Some 20,000 people who live in an ultra-poor shanty town in Zimbabwe’s capital, Harare could be forced out of their homes.

Hatcliffe Extension is a makeshift community where people were given small plots of land after the authorities started mass evictions from other shantytowns across the country in 2005.

And now as the government effectively prices them out of the area, these people risk being uprooted again.

The government is demanding as much as $140 or just under £100 to renew leases on people’s plots there, says rights group, Amnesty International. The price is way out of reach of most people in the south African nation, a country with a shattered economy whose own currency is worthless.

"Residents of Hatcliffe Extension are among the poorest and most marginalized in Zimbabwean society and many households have no means of paying the lease renewal fee, especially as a lump sum," said Amnesty International’s Michelle Kagari. "Instead of threatening vulnerable people with eviction, the government must provide protection from the cycle of insecurity and further violations by providing security of tenure and affordable payment plans for leases."

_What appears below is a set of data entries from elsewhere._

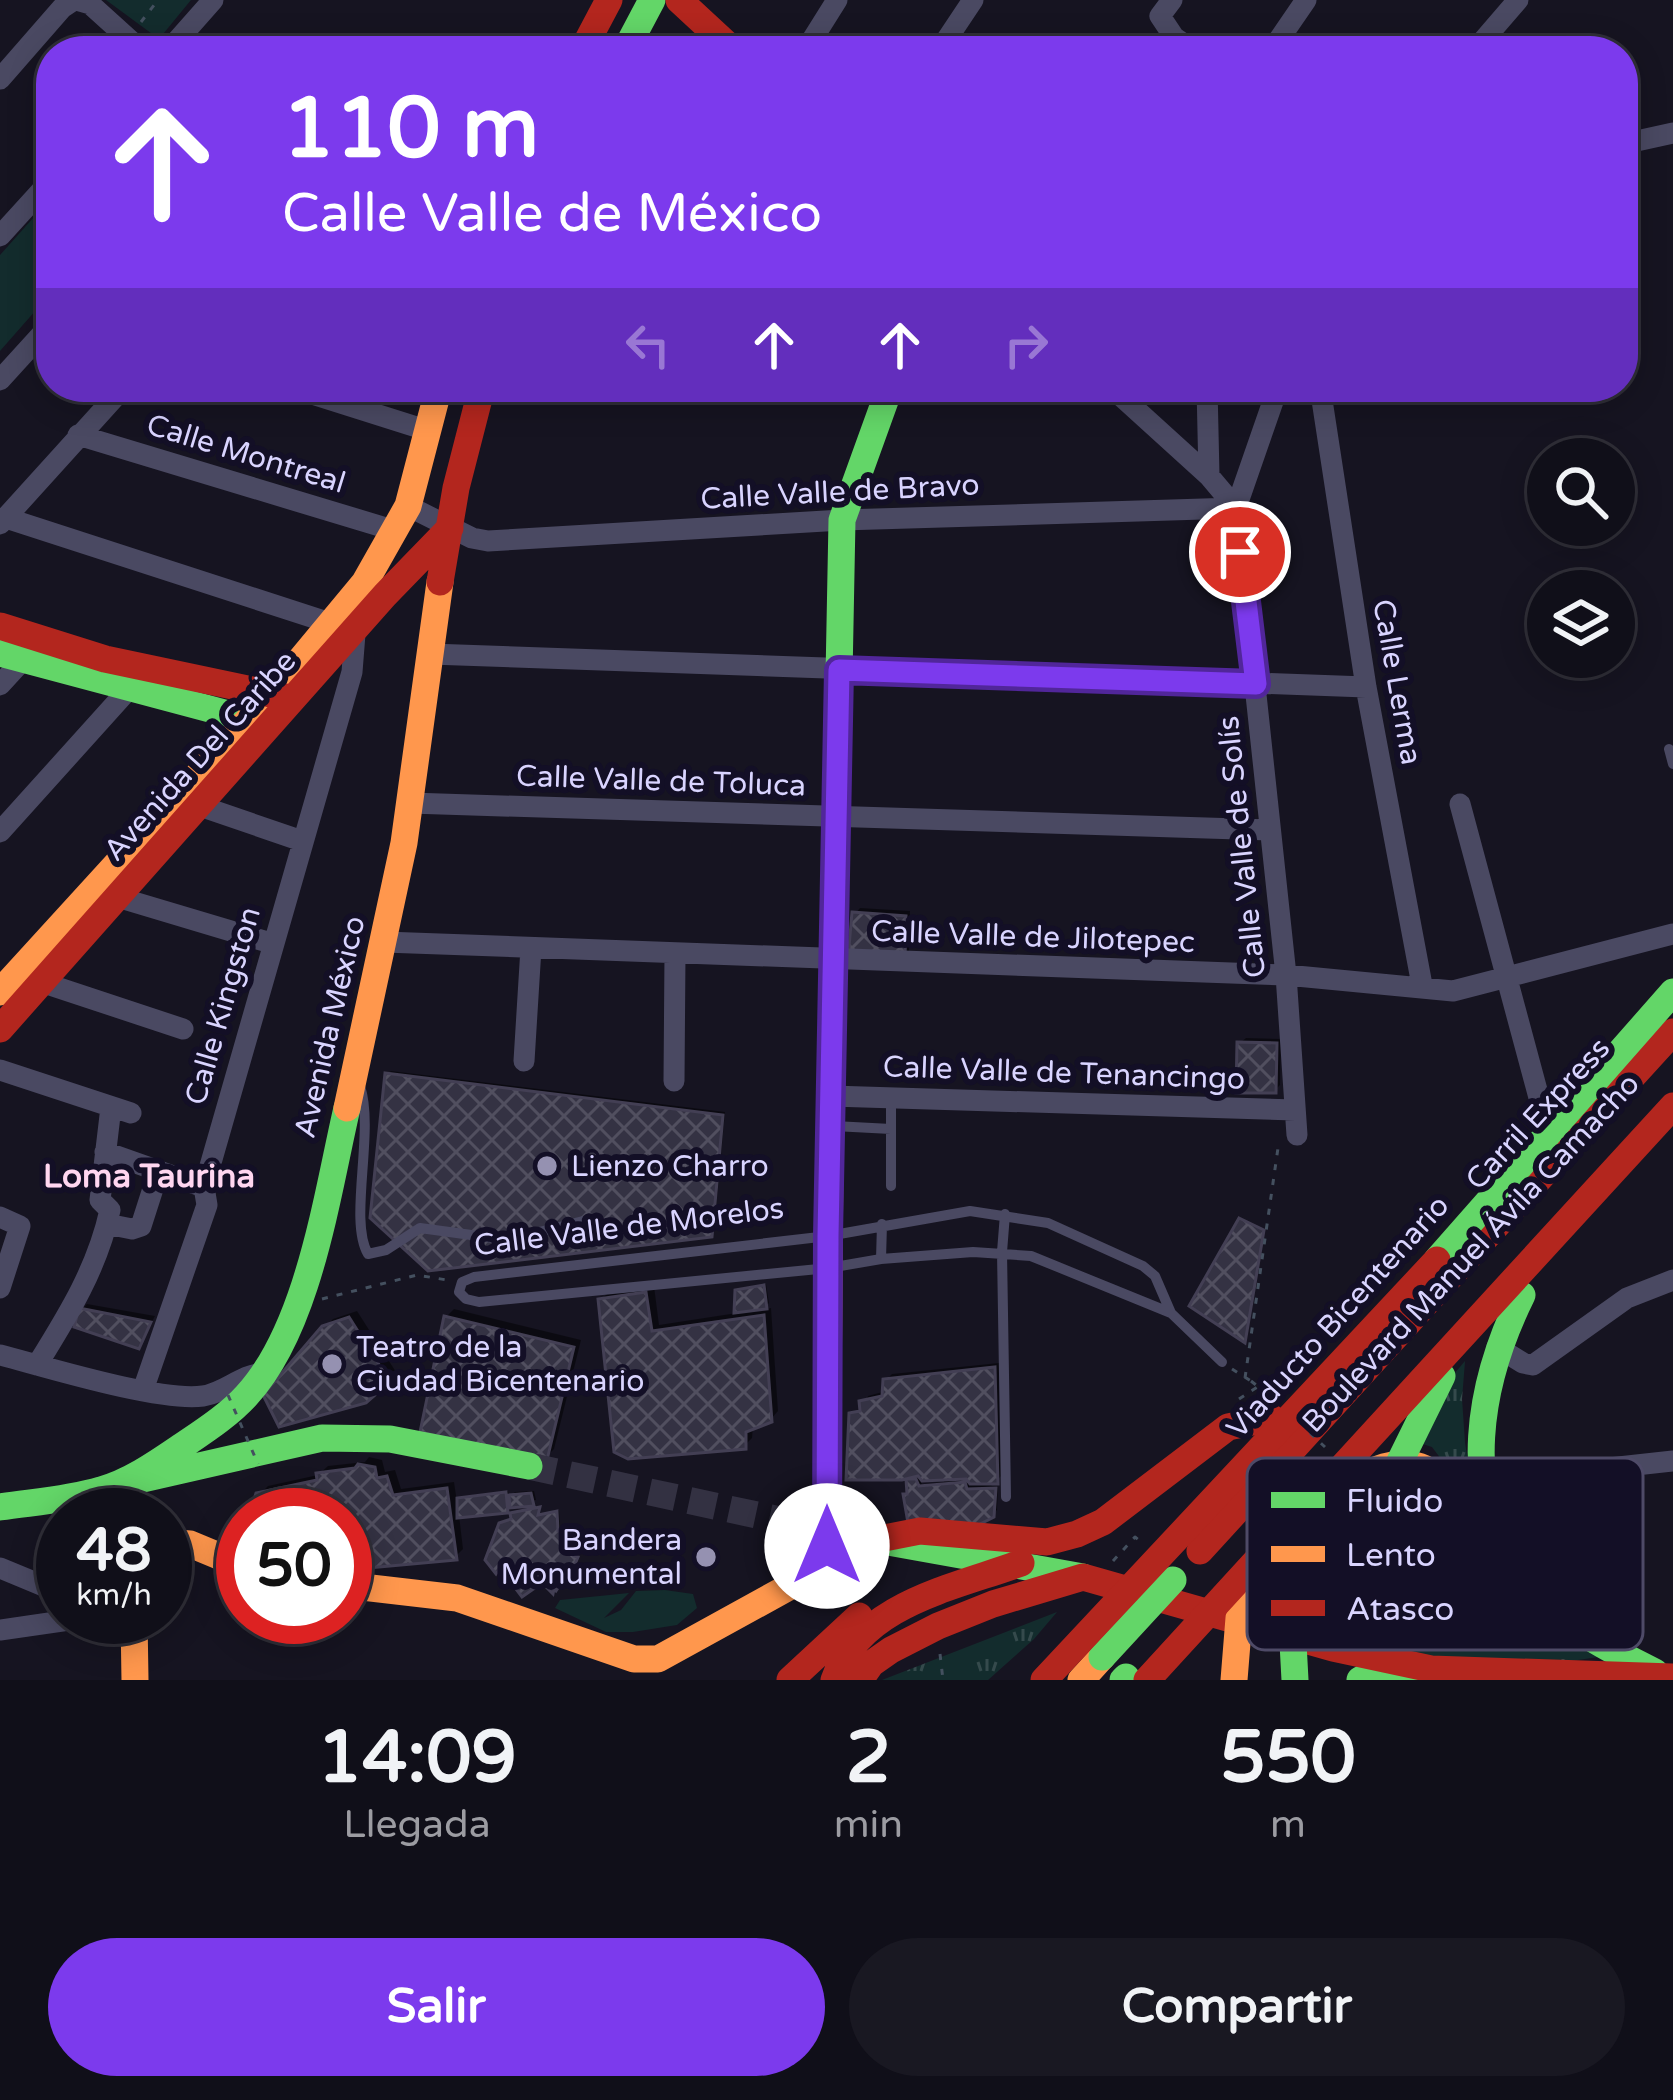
<!DOCTYPE html>
<html lang="es">
<head>
<meta charset="utf-8">
<style>
	:root { --surface:#100f19; --page:#191822; --text:#f1f3f6; --muted:#9c9ca2; --line:#302f38; --accent:#7c3aed }
	body { margin:0; font-family:"Varela Round",sans-serif; background:var(--page); color:var(--text); height:100vh; display:flex; flex-direction:column; font-size:45px; white-space:nowrap }
	* { box-sizing:border-box; margin:0 }
	p { font-size:39px; color:var(--muted) }
	.icon { flex:none; width:66px; height:66px; fill:none; stroke:currentColor; stroke-width:2; stroke-linecap:round; stroke-linejoin:round }
	.map { position:relative; height:1680px; overflow:hidden }
	.side { display:flex; flex-direction:column; background:var(--surface); flex:1 }
	.side>* { flex:none }
	.top-card { position:absolute; left:36px; top:36px; width:1602px; height:366px; border-radius:48px; box-shadow:0 6px 30px #0003,0 0 0 3px var(--line); background:#7c3aed; color:#fff; overflow:hidden }
	.fabs { position:absolute; left:1527px; top:438px; display:grid; gap:24px }
	.fabs a { display:grid; place-items:center; width:108px; height:108px; border-radius:50%; background:var(--surface); box-shadow:0 6px 30px #0003,0 0 0 3px var(--line); font-size:60px }
	.speed { position:absolute; left:36px; top:1488px; display:flex; gap:24px; font-size:60px; font-weight:700; text-align:center }
	.speed>* { display:grid; place-content:center; width:156px; height:156px; border-radius:50%; background:var(--surface); box-shadow:0 6px 30px #0003,0 0 0 3px var(--line); line-height:1 }
	.speed small { font-size:30px; font-weight:400 }
	.speed .limit { border:18px solid #d22; background:#fff; color:#111 }
	.pin { position:absolute; display:grid; place-items:center; width:102px; height:102px; color:#fff; margin:-51px; border:6px solid #fff; border-radius:50%; box-shadow:0 3px 12px #0007 }
	.me { position:absolute; width:132px; margin:-66px; rotate:0deg; stroke-linejoin:round; filter:drop-shadow(0 0 9px #0008) }
	.turn { display:flex; align-items:center; gap:42px; height:252px; padding:0 48px; font-size:54px }
	.turn .icon { width:156px; height:156px; stroke-width:2.5 }
	.turn b { display:block; font-size:84px; line-height:102px }
	.lanes { display:flex; align-items:center; height:114px; padding:0 48px; background:#0003; justify-content:center; gap:60px; direction:ltr }
	.lanes .off { opacity:.35 }
	.eta { display:flex; justify-content:space-evenly; align-items:center; height:204px; text-align:center }
	.eta b { font-size:72px; font-weight:700; line-height:84px }
	.primary-button { display:flex; gap:24px; margin-top:auto; padding:24px 48px }
	.primary-button a { flex:1; height:138px; border-radius:72px; background:var(--accent); color:#fff; font-size:48px; font-weight:700; line-height:138px; text-align:center }
	.primary-button a+a { background:var(--page); color:var(--text) }
	.map>svg:first-child { display:block }
	.grass { fill:url(#grass-tufts) }
	.park { fill:#132c2d }
	.shadow { fill:#0007; fill-rule:evenodd }
	.building { fill:url(#building-cross-hatch); stroke:#433f54; stroke-width:3 }
	.lines { fill:none; stroke-linecap:round; stroke-linejoin:round }
	.secondary-tunnel { stroke:#333142; stroke-width:27; stroke-dasharray:27 14; stroke-linecap:butt }
	.path { stroke:#44505f; stroke-width:3; stroke-dasharray:6 9; stroke-linecap:butt }
	.lane { stroke:#4a4962; stroke-width:10 }
	.street { stroke:#4a4962; stroke-width:21 }
	.fast { stroke:#63d668; stroke-width:27 }
	.slow { stroke:#ff974d; stroke-width:27 }
	.jam { stroke:#b3261e; stroke-width:27 }
	.path-bridge { stroke:#44505f; stroke-width:3; stroke-dasharray:6 9; stroke-linecap:butt }
	.fast-bridge { stroke:#63d668; stroke-width:27 }
	.slow-bridge { stroke:#ff974d; stroke-width:27 }
	.jam-bridge { stroke:#b3261e; stroke-width:27 }
	.route-casing { stroke:#51269a; stroke-width:30 }
	.route { stroke:#7c3aed; stroke-width:21 }
	.poi-dot { fill:#9591b1; stroke:#130f26; stroke-width:4.5 }
	.labels { text-anchor:middle; dominant-baseline:central; stroke-width:12; stroke-linejoin:round; paint-order:stroke }
	.street-label { font-size:30px; fill:#d9d4ff; stroke:#130f26 }
	.poi-label { font-size:30px; fill:#d9d4ff; stroke:#130f26; text-anchor:start }
	.neighbourhood-label { font-size:33px; font-weight:bold; fill:#ffd6f0; stroke:#130f26 }
	.key { fill:#130f26; stroke:#4e4a67; stroke-width:3 }
	.key-label { font-size:33px; fill:#d9d4ff }
</style>
</head>
<body>
<div class="map">
<svg width="1673" height="1680" viewBox="0 0 1673 1680">
	<defs>
		<pattern id="grass-tufts" width="24" height="20" patternUnits="userSpaceOnUse" patternTransform="scale(3)"><rect width="24" height="20" fill="#132c2d"/><path d="M3 7l-1-3M5 7V3M7 7l1-3M15 17l-1-3M17 17v-4M19 17l1-3" fill="none" stroke="#354a4c"/></pattern>
		<pattern id="building-cross-hatch" width="8" height="8" patternUnits="userSpaceOnUse" patternTransform="scale(3)"><rect width="8" height="8" fill="#343243"/><path d="M0 0l8 8M0 8l8-8" fill="none" stroke="#514f5f"/></pattern>
	</defs>
	<rect width="100%" height="100%" fill="#161421"/>
	<path class="grass" d="M1465,1361l-3,38 3,44 8,49 22,62 110,102 -75,11 -135,-14 72,-133 -10,-40 -25,-33 -31,-10z
		M1057,1612l-23,27 -46,41h-106z"/>
	<path class="park" d="M106,0h85l-32,39z
		M51,198v95l-51,58v-96z
		M665,1590l28,4 4,14 -20,17 -44,7h-27l-51,-24 5,-8 69,-7 -25,25 17,-8 15,-19z"/>
	<path class="shadow" d="M860,908l50,3 -1,40 -5,6 -49,-43z
		M1246,1038l35,1 -1,46 -5,5 -35,-47z
		M391,1071l334,41 -11,119 -3,3 -324,-160z
		M766,1284l3,19 -7,7 9,-2 7,103 -8,9 -17,6 -1,12 -8,8 -143,-146 8,-8 45,-6 5,39 78,-12 4,-25z
		M87,1304l68,12 -16,30 -57,-37z
		M454,1309l127,31 -27,109 -8,8 -100,-140z
		M357,1311l39,61 -31,28 -41,-72 9,-9z
		M999,1363l3,112 -11,11h7l-1,24 -4,4 -83,-23 -1,-11 7,-7 -64,-59 11,-6 5,-12 18,-5v-11l6,-6zM944,1477v5l-22,2 -3,-6z
		M369,1457l13,3 3,12 10,-2 6,19 53,-7 3,20 7,-6 44,-5 1,8 6,-7 19,-1 2,9 -27,5 -3,5 -47,5 4,34 -8,8 -110,10v-52h-91l5,-20 9,-9 50,-11 10,-9 37,-4z
		M541,1506l-1,8 19,-4 1,19 21,3 -5,20 3,2 -11,26 -26,-1 -41,-14v-41l13,-6 3,-8z"/>
	<path class="building" d="M852,912l54,4 -1,44 -57,-1z
		M1237,1042l40,1 -1,50h-40z
		M385,1073l338,42 -11,122 -284,34 -58,-53z
		M1239,1218l25,12 -19,113 -56,-37z
		M764,1285l3,24 -33,4 1,-23z
		M646,1292l6,39 112,-16 8,107 -26,10v17l-118,10 -14,-7 -16,-153z
		M79,1308l72,14 -12,27 -65,-22z
		M444,1316l130,31 -27,113 -127,-28z
		M349,1317l41,65 -24,21 -87,24 -16,-32 59,-69z
		M995,1367l3,117h-28l-4,-5 -44,2 -4,-5 -16,4h-56l3,-67 11,-2 -1,-10 23,-5 1,-17z
		M358,1464l17,3 2,11 10,-2 6,19 54,-7 10,72 -112,10v-55h-96l7,-22 61,-13 -1,-7 39,-5z
		M906,1479h10l3,7 46,-4 2,7 29,-1 -2,29 -16,8 -70,-2 -5,-29h4z
		M506,1492l2,21 -51,5v-20z
		M531,1493l3,13 -24,2 -1,-13z
		M540,1507l-2,8 19,-4 1,20 22,3 -6,22 4,1 -12,29 -6,-1 -4,6 -2,-2 -1,5 -11,-11 -20,14 -22,-29 -4,6 -11,-14 14,-37 12,-4 -1,-6z"/>
	<g class="lines">
		<path class="secondary-tunnel" d="M529,1466l316,68"/>
		<path class="path" d="M141,22l17,-22
			M322,1299l95,-24 30,5
			M1232,1369l19,12
			M1245,1378l34,-237
			M1239,1399l20,-13
			M1407,1514l24,12
			M1113,1561l22,-24 5,4
			M847,1565l20,-1
			M940,1654l3,26"/>
		<path class="lane" d="M1669,749l4,15
			M360,1086c15,46 -12,134 8,168l18,-4 34,-22 88,12 75,-19
			M891,1098v88
			M834,1126l57,3
			M1005,1214l-3,38 4,245
			M881,1259l1,-35
			M1171,1313l-16,-37 -12,-10 -95,-43 -78,-12 -142,25 -354,41 -12,5 -3,10 7,7 13,3 350,-34 52,-9 92,-7 58,4 140,57 51,49"/>
		<path class="street" d="M76,0l14,4 52,47
			M1172,0l-12,16 14,21 20,14
			M168,51l45,-51
			M805,51l32,-51
			M939,51l34,-51
			M1271,51l35,-51
			M1474,51l44,-51
			M0,79l62,-71 12,-8
			M1623,144l50,-11
			M0,236l51,-56
			M0,380l51,-56
			M290,387l136,43
			M1111,387l98,89 27,32
			M1207,387l2,89
			M1278,387l-42,121 50,467 11,160
			M1320,387l46,300 56,298
			M78,435l318,96
			M408,506l64,32 16,3 354,-21 394,-12
			M6,518l324,105
			M0,524l124,-137
			M430,654l936,33
			M0,685l22,-24
			M410,803l860,27
			M1460,804l85,316
			M200,806l102,35
			M0,832l136,-151
			M107,894l164,49
			M384,942l902,33 167,16 220,-57
			M44,983l139,46
			M524,1061l7,-113
			M0,1070l131,43
			M674,1081l1,-127
			M831,1096l464,14
			M105,1152l99,35
			M0,1217l20,9 -20,62
			M107,1224l25,5 9,-3 17,-53
			M1497,1347l26,16 10,2 94,-67 46,-18
			M0,1355c46,12 159,47 203,41 22,-3 37,-21 60,-23
			M37,1365c31,-50 60,-96 73,-155l-10,-10 11,-93
			M143,1390l64,-185 -3,-18 148,-515 3,-38
			M1518,1478l155,-17
			M93,1514l1,1
			M0,1568l63,26
			M0,1630l90,-13"/>
		<path class="fast" d="M625,51l27,-51
			M0,653l262,70
			M830,1147l12,-627 48,-133
			M1522,1295c-43,87 -64,197 -2,281 33,45 86,72 135,96
			M138,1480l184,-42 68,1 139,27
			M0,1507c33,-5 68,-7 101,-17 29,-8 56,-27 81,-44 22,-15 47,-31 65,-51 62,-68 80,-201 100,-287
			M849,1535l234,42
			M1123,1680l3,-3
			M1360,1680l12,-7 37,-3"/>
		<path class="slow" d="M0,992l272,-298 93,-112 43,-76 31,-119
			M347,1108l57,-265 36,-261
			M1315,1515c22,-18 48,-46 77,-50 91,-13 68,134 17,168 -15,10 -37,12 -54,13
			M165,1542l25,2 53,22
			M345,1585l112,13 177,61h24l149,-82 13,-13 7,-18 3,-399
			M134,1617l1,63
			M1081,1680l21,-23"/>
		<path class="jam" d="M679,0l55,51
			M582,51l27,-51
			M440,582l16,-94 26,-101
			M0,626l105,33 180,38
			M0,1029l385,-434 65,-67
			M874,1540l46,-9 127,11 30,-8 26,-12 125,-95 44,-9
			M1200,1551l473,-519
			M790,1680l69,-64
			M834,1680c26,-76 119,-92 187,-117
			M860,1680l11,-16 20,-14 47,-24 55,-22 90,-27 250,71 98,21 242,8"/>
		<path class="path-bridge" d="M1251,1381l21,17
			M228,1395l30,69
			M1310,1433l15,14"/>
		<path class="fast-bridge" d="M1437,1260l236,-268
			M1102,1657l71,-77
			M1295,1680l-2,-37 9,-47 73,-84 67,-136"/>
		<path class="slow-bridge" d="M1234,1680l5,-62 17,-38"/>
		<path class="jam-bridge" d="M1044,1680l393,-420
			M1147,1680l526,-574"/>
	</g>
	<g class="lines">
		<defs>
			<path id="route" d="M827,1546l1,-310 11,-566 417,14 -16,-132"/>
		</defs>
		<use href="#route" class="route-casing"/>
		<use href="#route" class="route"/>
	</g>
	<g class="poi-dot">
		<circle cx="547" cy="1166" r="12"/>
		<circle cx="332" cy="1364" r="12"/>
		<circle cx="706" cy="1557" r="12"/>
	</g>
	<g class="labels">
		<g class="street-label">
			<text transform="translate(246 454) rotate(17)">Calle Montreal</text>
			<text transform="translate(840 492) rotate(-3)">Calle Valle de Bravo</text>
			<text transform="translate(1397 682) rotate(80)">Calle Lerma</text>
			<text transform="translate(200 756) rotate(-48)">Avenida Del Caribe</text>
			<text transform="translate(661 781) rotate(2)">Calle Valle de Toluca</text>
			<text transform="translate(1242 847) rotate(-96)">Calle Valle de Solís</text>
			<text transform="translate(1033 937) rotate(2)">Calle Valle de Jilotepec</text>
			<text transform="translate(223 1006) rotate(-74)">Calle Kingston</text>
			<text transform="translate(330 1027) rotate(-77)">Avenida México</text>
			<text transform="translate(1064 1073) rotate(2)">Calle Valle de Tenancingo</text>
			<text transform="translate(1538 1114) rotate(-47)">Carril Express</text>
			<text transform="translate(629 1227) rotate(-7)">Calle Valle de Morelos</text>
			<text transform="translate(1471 1253) rotate(-47)">Boulevard Manuel Ávila Camacho</text>
			<text transform="translate(1338 1317) rotate(-48)">Viaducto Bicentenario</text>
		</g>
		<g class="poi-label">
			<text x="571" y="1166">Lienzo Charro</text>
			<text x="356" y="1347">Teatro de la<tspan x="356" dy="34">Ciudad Bicentenario</tspan></text>
			<text x="682" y="1540" text-anchor="end">Bandera<tspan x="682" dy="34">Monumental</tspan></text>
		</g>
		<g class="neighbourhood-label">
			<text x="149" y="1176">Loma Taurina</text>
		</g>
	</g>
	<rect x="1247" y="1458" width="396" height="192" rx="18" class="key"/>
	<rect x="1271" y="1492" width="54" height="16" fill="#63d668"/>
	<rect x="1271" y="1546" width="54" height="16" fill="#ff974d"/>
	<rect x="1271" y="1600" width="54" height="16" fill="#b3261e"/>
	<g class="key-label">
		<text x="1346" y="1512">Fluido</text>
		<text x="1346" y="1566">Lento</text>
		<text x="1346" y="1620">Atasco</text>
	</g>
</svg>
<div class="fabs">
<a><svg class="icon" aria-label="search" viewBox="0 0 24 24"><circle cx="10" cy="10" r="6"/><path d="M15 15l6 6"/></svg></a>
<a><svg class="icon" aria-label="layers" viewBox="0 0 24 24"><path d="M12 4l9 5-9 5-9-5zM3 14l9 5 9-5"/></svg></a>
</div>
<div class="speed"><div>48<small>km/h</small></div><div class="limit">50</div></div>
<div class="pin" style="left:1240px;top:552px;background:#d93025"><svg class="icon" aria-label="arrive" viewBox="0 0 24 24"><path d="M6 21V4h12l-3 4 3 4H6"/></svg></div>
<svg class="me" style="left:827px;top:1546px" viewBox="-20 -20 40 40"><circle r="19" fill="#fff"/><path d="M0-13L10 11 0 6-10 11z" fill="#7c3aed"/></svg>
<div class="top-card">
<div class="turn"><svg class="icon" aria-label="ahead" viewBox="0 0 24 24"><path d="M12 20V5M6 11l6-6 6 6"/></svg><div><b>110 m</b>Calle Valle de México</div></div>
<div class="lanes"><svg class="icon off" aria-label="left" viewBox="0 0 24 24"><path d="M17 20v-9H6M10 6l-5 5 5 5"/></svg><svg class="icon" aria-label="ahead" viewBox="0 0 24 24"><path d="M12 20V5M6 11l6-6 6 6"/></svg><svg class="icon" aria-label="ahead" viewBox="0 0 24 24"><path d="M12 20V5M6 11l6-6 6 6"/></svg><svg class="icon off" aria-label="right" viewBox="0 0 24 24"><path d="M7 20v-9h11M14 6l5 5-5 5"/></svg></div>
</div>
</div>
<section class="side">
<div class="eta">
<div><b>14:09</b><p>Llegada</p></div>
<div><b>2</b><p>min</p></div>
<div><b>550</b><p>m</p></div>
</div>
<div class="primary-button"><a>Salir</a><a>Compartir</a></div>
</section>
</body>
</html>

In 2005, the government staged a mass nationwide forced evictions programme from the shanty towns across the country called Operation Murambatsvina, which translates as operation drive out rubbish. At least 700,000 people lost their homes and livelihoods and about 2.4 million people were affected, according to figures from the United Nations.
Only a small number were resettled. Most were forced into overcrowded existing housing stock while others were forced by the government to go back to the countryside. Five years after the mass forced evictions, residents are surviving in deplorable conditions in plastic shacks without access to basic essential services.

In June, the authorities put up signs at Hatcliffe Extension saying that all leaseholders should pay to renew their agreements by yesterday. Failure to pay means residents will lose their land which would then be given to others on the housing list.

Residents at Hatcliffe have been utterly let down by the government. It is therefore all the more shocking that instead of taking steps to improve their current situation, the government is threatening action that will certainly increase suffering and deprivation.”  Amnesty’s Ms Kagari said yesterday.

"Instead of threatening vulnerable people with eviction, the government must provide protection from the cycle of insecurity and further violations by providing security of tenure and affordable payment plans for leases."